Rusty: How do I approach life. Well that’s an interesting question. I approach it with most positive outlook I can. Even if I’m having a bad day I try to take my time to slow down. And I mean I’m not always happy, I don’t think any one person is truly happy 24/7 365. And if they tell you they are, then they’re probably telling you a little bit of a fib. But I try to use empathy in everything I do, and I try to put myself in other peoples shoes. And I never judge, you know I mean I can’t say I never judge, I try not to judge. If I do judge someone and it turns out I was completely wrong, I learn from that. You know if somebody needs something I try to give it to them. I try to help them. You know basically, I’m the kind of person, if I have $20 dollars and you need $25, I’m going to go find $5 dollars for you, and you’re going to be taken care of the best I can. And if it means I don’t eat for a couple days, hey you know I’ll find food somehow.
TW: What has been one the most memorable moments of your career?
Rusty: I have to say meeting Les Paul and going up to his house and seeing where it was that he made so many great songs, and just to spend time with that man was probably the highlight of my life.
TW: What did you learn from him?
Rusty: Maybe a little bit of what I was talking about, how to live your life. Just his personality and his attitude, he was very kind to every one that he met. He never had bad things to say about anybody. He was a night owl, much like myself, so I could call him at 3:00, 4:00 in the morning and he’d answer the phone and have a conversation with me.

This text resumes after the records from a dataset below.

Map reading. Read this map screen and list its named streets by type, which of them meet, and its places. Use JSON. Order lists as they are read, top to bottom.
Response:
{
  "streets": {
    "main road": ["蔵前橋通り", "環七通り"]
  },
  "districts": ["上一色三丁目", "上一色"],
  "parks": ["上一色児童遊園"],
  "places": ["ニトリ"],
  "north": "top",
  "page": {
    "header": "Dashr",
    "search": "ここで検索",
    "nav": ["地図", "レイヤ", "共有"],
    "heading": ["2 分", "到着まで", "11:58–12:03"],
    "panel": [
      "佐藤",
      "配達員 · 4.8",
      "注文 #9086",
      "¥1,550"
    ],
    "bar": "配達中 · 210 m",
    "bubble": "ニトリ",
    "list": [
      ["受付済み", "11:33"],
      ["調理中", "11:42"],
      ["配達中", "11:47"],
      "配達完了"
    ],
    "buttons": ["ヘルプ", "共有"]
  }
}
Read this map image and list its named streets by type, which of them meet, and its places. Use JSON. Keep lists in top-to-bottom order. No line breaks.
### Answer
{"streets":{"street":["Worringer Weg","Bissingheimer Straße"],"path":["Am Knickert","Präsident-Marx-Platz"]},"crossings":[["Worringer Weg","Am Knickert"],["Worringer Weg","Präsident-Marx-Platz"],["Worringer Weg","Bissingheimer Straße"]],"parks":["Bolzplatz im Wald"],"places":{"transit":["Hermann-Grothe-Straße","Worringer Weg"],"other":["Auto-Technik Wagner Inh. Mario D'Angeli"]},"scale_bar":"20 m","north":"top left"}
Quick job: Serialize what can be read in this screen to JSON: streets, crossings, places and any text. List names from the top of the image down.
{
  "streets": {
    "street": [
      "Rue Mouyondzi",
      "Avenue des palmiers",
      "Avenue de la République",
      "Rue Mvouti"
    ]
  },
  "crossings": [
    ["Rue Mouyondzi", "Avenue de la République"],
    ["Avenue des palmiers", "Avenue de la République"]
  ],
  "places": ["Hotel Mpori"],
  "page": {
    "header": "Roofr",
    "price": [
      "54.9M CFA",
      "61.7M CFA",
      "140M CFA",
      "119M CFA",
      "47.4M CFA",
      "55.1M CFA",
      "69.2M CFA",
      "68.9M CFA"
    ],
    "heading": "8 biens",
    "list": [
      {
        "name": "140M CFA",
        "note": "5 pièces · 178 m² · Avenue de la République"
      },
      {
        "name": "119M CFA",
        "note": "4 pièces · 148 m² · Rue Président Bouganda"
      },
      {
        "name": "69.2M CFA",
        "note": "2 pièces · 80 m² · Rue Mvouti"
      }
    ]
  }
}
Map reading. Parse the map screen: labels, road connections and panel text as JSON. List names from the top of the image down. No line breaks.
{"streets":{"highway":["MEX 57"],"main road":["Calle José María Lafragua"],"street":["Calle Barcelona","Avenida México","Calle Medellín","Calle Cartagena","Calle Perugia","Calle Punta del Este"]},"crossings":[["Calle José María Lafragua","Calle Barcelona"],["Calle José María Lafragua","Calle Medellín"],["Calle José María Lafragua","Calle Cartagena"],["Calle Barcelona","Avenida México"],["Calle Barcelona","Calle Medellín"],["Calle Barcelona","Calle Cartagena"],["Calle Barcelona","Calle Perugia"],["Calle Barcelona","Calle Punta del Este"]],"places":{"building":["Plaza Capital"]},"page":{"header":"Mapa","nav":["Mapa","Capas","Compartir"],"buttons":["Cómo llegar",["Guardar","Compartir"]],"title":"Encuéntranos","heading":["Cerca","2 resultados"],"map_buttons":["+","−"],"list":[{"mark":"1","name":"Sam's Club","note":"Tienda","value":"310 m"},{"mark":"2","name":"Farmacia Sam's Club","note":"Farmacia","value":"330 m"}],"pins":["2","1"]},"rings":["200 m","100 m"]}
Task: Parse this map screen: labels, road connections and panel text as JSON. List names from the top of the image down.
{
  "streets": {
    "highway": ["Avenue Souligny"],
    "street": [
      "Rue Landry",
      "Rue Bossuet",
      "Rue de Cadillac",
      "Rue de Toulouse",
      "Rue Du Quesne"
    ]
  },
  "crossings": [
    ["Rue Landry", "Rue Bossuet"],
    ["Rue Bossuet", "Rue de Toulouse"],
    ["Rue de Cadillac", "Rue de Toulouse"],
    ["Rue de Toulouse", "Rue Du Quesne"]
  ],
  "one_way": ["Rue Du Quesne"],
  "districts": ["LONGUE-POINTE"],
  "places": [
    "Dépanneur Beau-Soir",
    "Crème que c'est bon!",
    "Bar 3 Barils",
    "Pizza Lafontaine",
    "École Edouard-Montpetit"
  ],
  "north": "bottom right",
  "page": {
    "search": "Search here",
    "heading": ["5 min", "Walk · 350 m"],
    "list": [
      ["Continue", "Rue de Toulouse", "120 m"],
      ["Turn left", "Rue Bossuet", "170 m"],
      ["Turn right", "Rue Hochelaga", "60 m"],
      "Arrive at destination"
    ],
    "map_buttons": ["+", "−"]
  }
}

TW: Any advice for aspiring artists?
Rusty: Practice, practice, practice and never give up. When you say artists you can mean painters [also]. Love what you do, I think that’s the most important thing. If you’re not happy with what you’re doing, find another way to find happiness. Whether it’s painting with different colors, or play with different chords or notes. Or write with different words, learn a new language, you know I guess that can be universal when you say “language”. So yeah, just keep a positive attitude as much as possible, I think that’s the biggest thing.
TW: So what’s up next for you and your music?
Rusty: Um I don’t know, right now I’m kind of at a cross roads. I no longer tour with The Wailers. I’ve been touring with a band named Public Property, they’re an incredible band. The singer and songwriter, his name is Dave Bess, he’s a good friend of mine. I’m helping them with some management stuff and [I] run sound for them. I kind of took a little vacation or I’d probably be out with them right now. They’re out of Iowa City, Iowa. They’re just great people. That’s kind of what I’m doing right now. I don’t know what’s next, you never know, just keep playing.
TW: (Bonus) Do you usually play for random people you meet during your travels? Or were we just special? 😉
Rusty: Well it’s not something that I seek out. You guys just probably happened to catch me on really good day. I’m not saying it’s unusual, it just happened to be I was just in one of those moods where I felt like playing guitar. You guys were out there and you looked nice, so I thought I’d come out and talk to you and play some music, and see if you wanted to hear some. I had a lot of fun, I remember that night.
TW: Well thanks Rusty for doing this interview with us! We really enjoyed it. 🙂
Rusty: You guys have fun and be careful and enjoy everyday you get.